Artwork

Untitled

Untitled, by Willys de Castro, gouache, 1956
Untitled, by Willys de Castro, gouache, 1956

Untitled is a gouache drawing by Willys de Castro. It dates from 1956 and is held in the collection of the Museum of Modern Art.

About this work

Overview

The work’s restrained palette and precise execution reflect a deliberate engagement with structure and spatial relationships.
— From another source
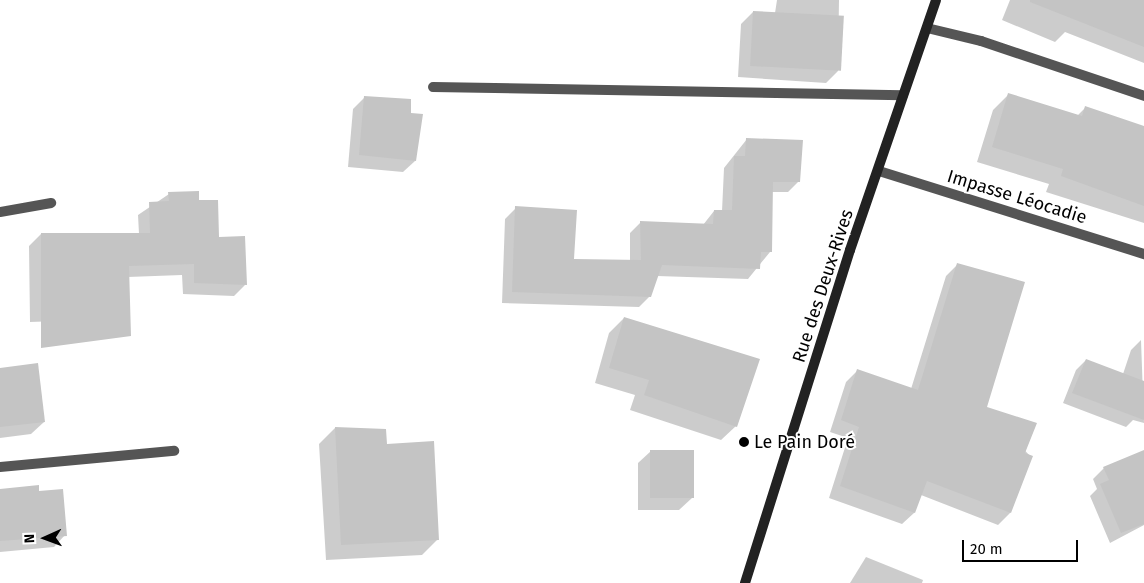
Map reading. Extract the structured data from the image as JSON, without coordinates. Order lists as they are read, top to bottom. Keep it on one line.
{"streets":{"street":["Impasse Léocadie","Rue des Deux-Rives"]},"crossings":[["Impasse Léocadie","Rue des Deux-Rives"]],"places":["Le Pain Doré"],"scale_bar":"20 m","north":"left"}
Created around 1956, this drawing by Willys de Castro combines gouache and pencil on graph paper, embodying the formal inquiries of Brazil’s Neo-Concrete Movement. The work’s restrained palette and precise execution reflect a deliberate engagement with structure and spatial relationships. Its use of a pre-printed grid underscores the artist’s interest in systems, while the hand-applied shapes introduce subtle deviations that disrupt mechanical regularity.

Subject & Meaning

The composition consists of abstract geometric forms—circles, half-circles, and squares—arranged without narrative or symbolic reference. These shapes operate as autonomous elements, inviting attention to their placement, overlap, and negative space. The absence of color or figuration directs focus to the physical presence of the forms and their interaction with the underlying grid, aligning with Neo-Concrete ideals of perceptual experience over representation.

Technique & Style

De Castro employed gouache for its opaque, matte black surfaces and pencil for fine, controlled outlines, both applied with precision over the graph paper’s ruled grid. The contrast between the dense black shapes and the white paper enhances spatial clarity. The grid serves not as a constraint but as a silent partner, amplifying the tension between order and intervention, structure and spontaneity.

History & Provenance

This work emerged during a period of intense experimentation in Brazilian art, when de Castro was actively involved in the Neo-Concrete group’s rejection of rigid geometric abstraction. Though not widely exhibited at the time, it reflects his broader practice bridging visual art and design. Its survival as a small-scale drawing highlights the importance of sketch-like works in the development of his later, more monumental pieces.

Context

In mid-1950s Brazil, artists sought to move beyond the formalism of Concrete art by emphasizing viewer interaction and bodily experience. De Castro’s work, including this drawing, responded to this shift by treating the artwork as an event in space rather than a static image. The graph paper’s industrial origin subtly critiques the mechanization of art, while the hand-drawn forms reclaim agency for the artist’s gesture.

Legacy

This drawing exemplifies de Castro’s contribution to expanding the boundaries of geometric abstraction in Latin America. Its quiet rigor influenced later generations interested in the relationship between structure and perception. Though modest in scale, it remains a key document of Neo-Concrete theory in practice, illustrating how minimal means could provoke complex visual and philosophical responses.

Artist & collection

Portrait of Willys de Castro

Artist

Willys de Castro

Willys de Castro (February 16, 1926 – June 5, 1988) was a Brazilian visual artist, poet, graphic designer, industrial designer, stage designer and magazine editor.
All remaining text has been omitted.